En Guatemala son las víctimas las que quieren justicia
La periodista guatemalteca Sonia Pérez reflexiona sobre el papel que han tenido los medios de comunicación en el cubrimiento de las graves violaciones a los derechos humanos en su país durante la guerra civil.
Sonia Pérez Díaz
La barbarie y el genocidio cometidos durante 36 años que duró la guerra civil en Guatemala, entre 1960 y 1996 cuando se dio el acuerdo de paz, quedaron escritos en el informe “Guatemala, memoria del silencio”, de la Comisión de la Verdad. Allí se registraron más de 42.000 víctimas de violaciones, entre ellas 29.000 que fueron ejecutadas, y más de 200.000 desaparecidas. El 93 % de las violaciones documentas se les atribuyen a las fuerzas del Estado y los grupos paramilitares, y el 3 % a la guerrilla.
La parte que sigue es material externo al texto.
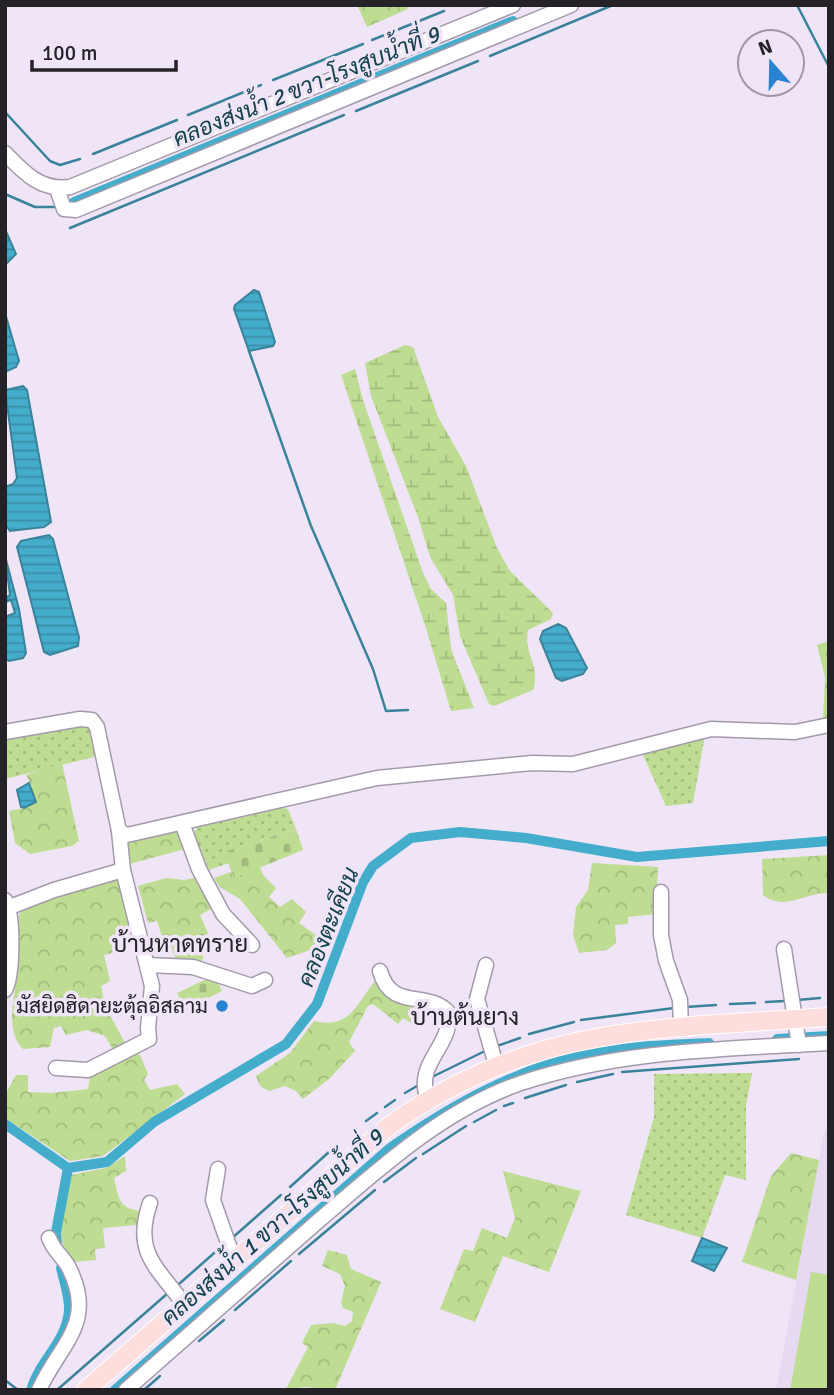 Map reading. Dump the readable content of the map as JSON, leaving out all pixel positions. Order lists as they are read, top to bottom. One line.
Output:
{"districts":["บ้านหาดทราย","บ้านต้นยาง"],"water":["คลองส่งน้ำ 2 ขวา-โรงสูบน้ำที่ 9","คลองตะเคียน","คลองส่งน้ำ 1 ขวา-โรงสูบน้ำที่ 9"],"places":["มัสยิดฮิดายะตุ้ลอิสลาม"],"scale_bar":"100 m","north":"top"}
La periodista guatemalteca Sonia Pérez reflexiona sobre el papel que han tenido los medios de comunicación en el cubrimiento de estos crímenes en su país:
(Puede ver: "Lecciones para el periodismo de la antigua Yugoslavia")
“Las mujeres que estábamos en la sala de audiencias respiramos profundo cuando una tarde de febrero de 2016 una de las víctimas del caso Sepur Zarco, una comunidad al norte de Guatemala, contó ante un tribunal la forma en que 15 mujeres indígenas fueron violadas, abusadas y torturadas por soldados del ejército guatemalteco durante la guerra. Reveló también que tras los abusos fueron sometidas a servidumbre durante varios años. Al narrarlo, las víctimas bajaron sus cabezas y lloraron. No todas relataron los hechos en español, porque pocas lo hablan. Pero no hizo falta, su dolor era evidente.
Antes de violarlas, los soldados habían secuestrado y asesinado a sus esposos. A algunas también les mataron a sus hijos. Entonces, ellas quedaron “disponibles” para los abusos. Las mujeres narraron su historia 34 años después y lo hicieron cubriendo sus cabezas y rostros con perrajes o chalinas, porque no querían que al volver a sus comunidades las reconocieran y tuvieran que cargar aún más con el estigma de lo que les pasó. En solidaridad, decenas de mujeres que acudieron a las audiencias también se cubrieron la cabeza. Eran una sola en el dolor. Y la prensa respetó la privacidad de las víctimas, pues la ley así obliga con los delitos de índole sexual.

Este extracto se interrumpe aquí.